Getting there provided a great ride on some fantsastic roads and a further climb of about 1500 feet, to the monestary town of Langmusi at 3500m.

High altitude affects people in different eays and to varying degrees, the only effect I notice whilst riding is a slight floaty feeling un my stomach once we pass 3000m, quite possibly due to the rapid ascent that occurs ona bike on spirited roads! Once at the hotel and carrying my bags up the stairs to the room, the other effect comes into play - having to climb slower than normal to avoid becoming breathless.

The journey from Xiahe to Langmusi, was relatively short, only taking a few hours but took in some lovely scenery and stunning roads...




The air was cold (heated grips and jacket required unless you stayed below 60kmph) but the sky was clear for the most part and rain just about held off until after we arrived.




So some great fun was had by all on the straights, sweeping bends and hairpins as we travelled through the peaks.




Every so often there would be a small settlement in amongst the hills. And often these would have the ornate wooden exterior doors characteristic of the region.




Examples of Bhuddist Stupa also became more prominent.




And herds of Yak were a common site, often wandering acrss the road.





The occasional sighting of prayer flags, fluttering wildly in the strong cold winds, gave a mystic feeling to the harsh surroundings.




I had seen a lot of eagles as I rode, but mever managed to get a picture of one as they are normally soaring way overhead.

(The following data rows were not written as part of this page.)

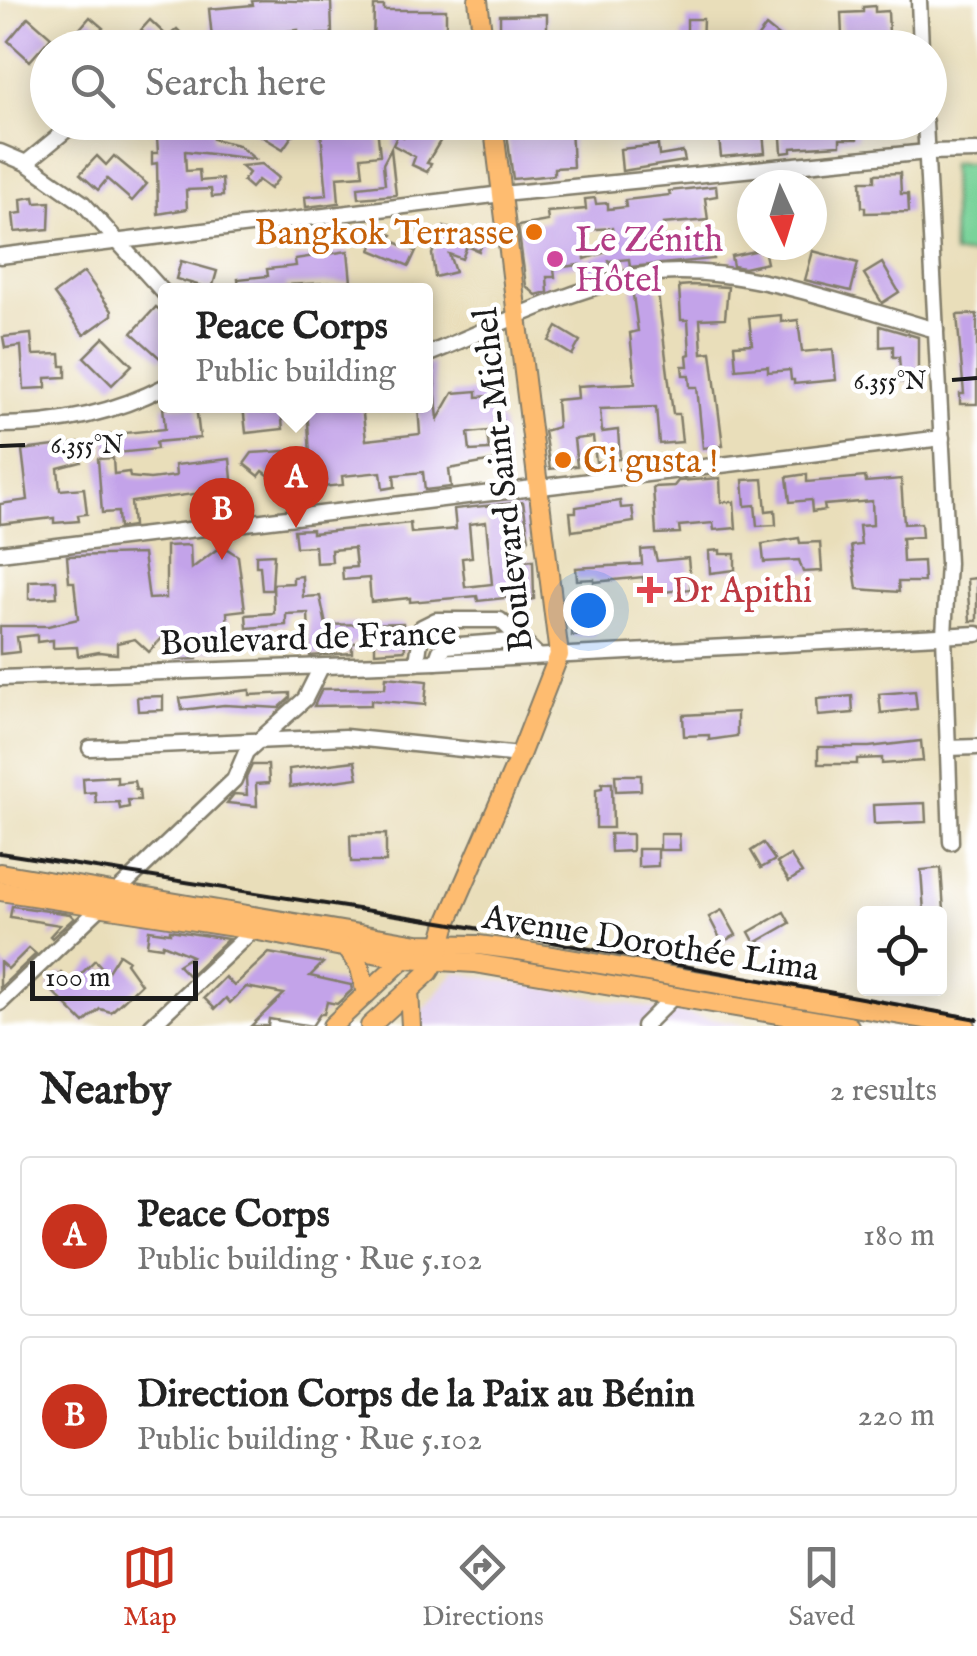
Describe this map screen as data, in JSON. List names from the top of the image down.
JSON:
{
  "streets": {
    "main road": ["Boulevard Saint-Michel", "Avenue Dorothée Lima"],
    "street": ["Boulevard de France"]
  },
  "crossings": [
    ["Boulevard Saint-Michel", "Boulevard de France"],
    ["Boulevard Saint-Michel", "Avenue Dorothée Lima"]
  ],
  "places": {
    "other": ["Bangkok Terrasse", "Le Zénith Hôtel", "Ci gusta !"],
    "health": ["Dr Apithi"]
  },
  "scale_bar": "100 m",
  "north": "bottom",
  "page": {
    "search": "Search here",
    "popup": ["Peace Corps", "Public building"],
    "pins": ["A", "B"],
    "scale": "100 m",
    "heading": ["Nearby", "2 results"],
    "list": [
      {
        "mark": "A",
        "name": "Peace Corps",
        "note": "Public building · Rue 5.102",
        "value": "180 m"
      },
      {
        "mark": "B",
        "name": "Direction Corps de la Paix au Bénin",
        "note": "Public building · Rue 5.102",
        "value": "220 m"
      }
    ],
    "nav": ["Map", "Directions", "Saved"]
  },
  "coordinates": ["6.355°N"]
}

But I did manage to get a snap of a couple vultures, picking on whay I assume was a young yak. These birds were large, about 3 feet tall.




The streets of Langmusi were paved amd rather quaint in appearance.



Our hotel looked pretty grand, but had no heating at all, only had hot water in the mornings and was otherwise quite run down. It was a very cold and uncomfortable night, it seemed that the rooms were colder than outside for some reason.

Outside, the locals seemed to know how to wrap up warm...




Still there were some nice views from the windows, so I went for a stroll before the rain clouds I could see in the distance made an appearance.




There was quite lot of construction work going on, as there always seems to be wherever you go in China, but amongst the rubble, dust & dirt there were some lovely buildings.




I saw this shop selling goat skulls & wondered if I should get one for the front of the bike, better not eh!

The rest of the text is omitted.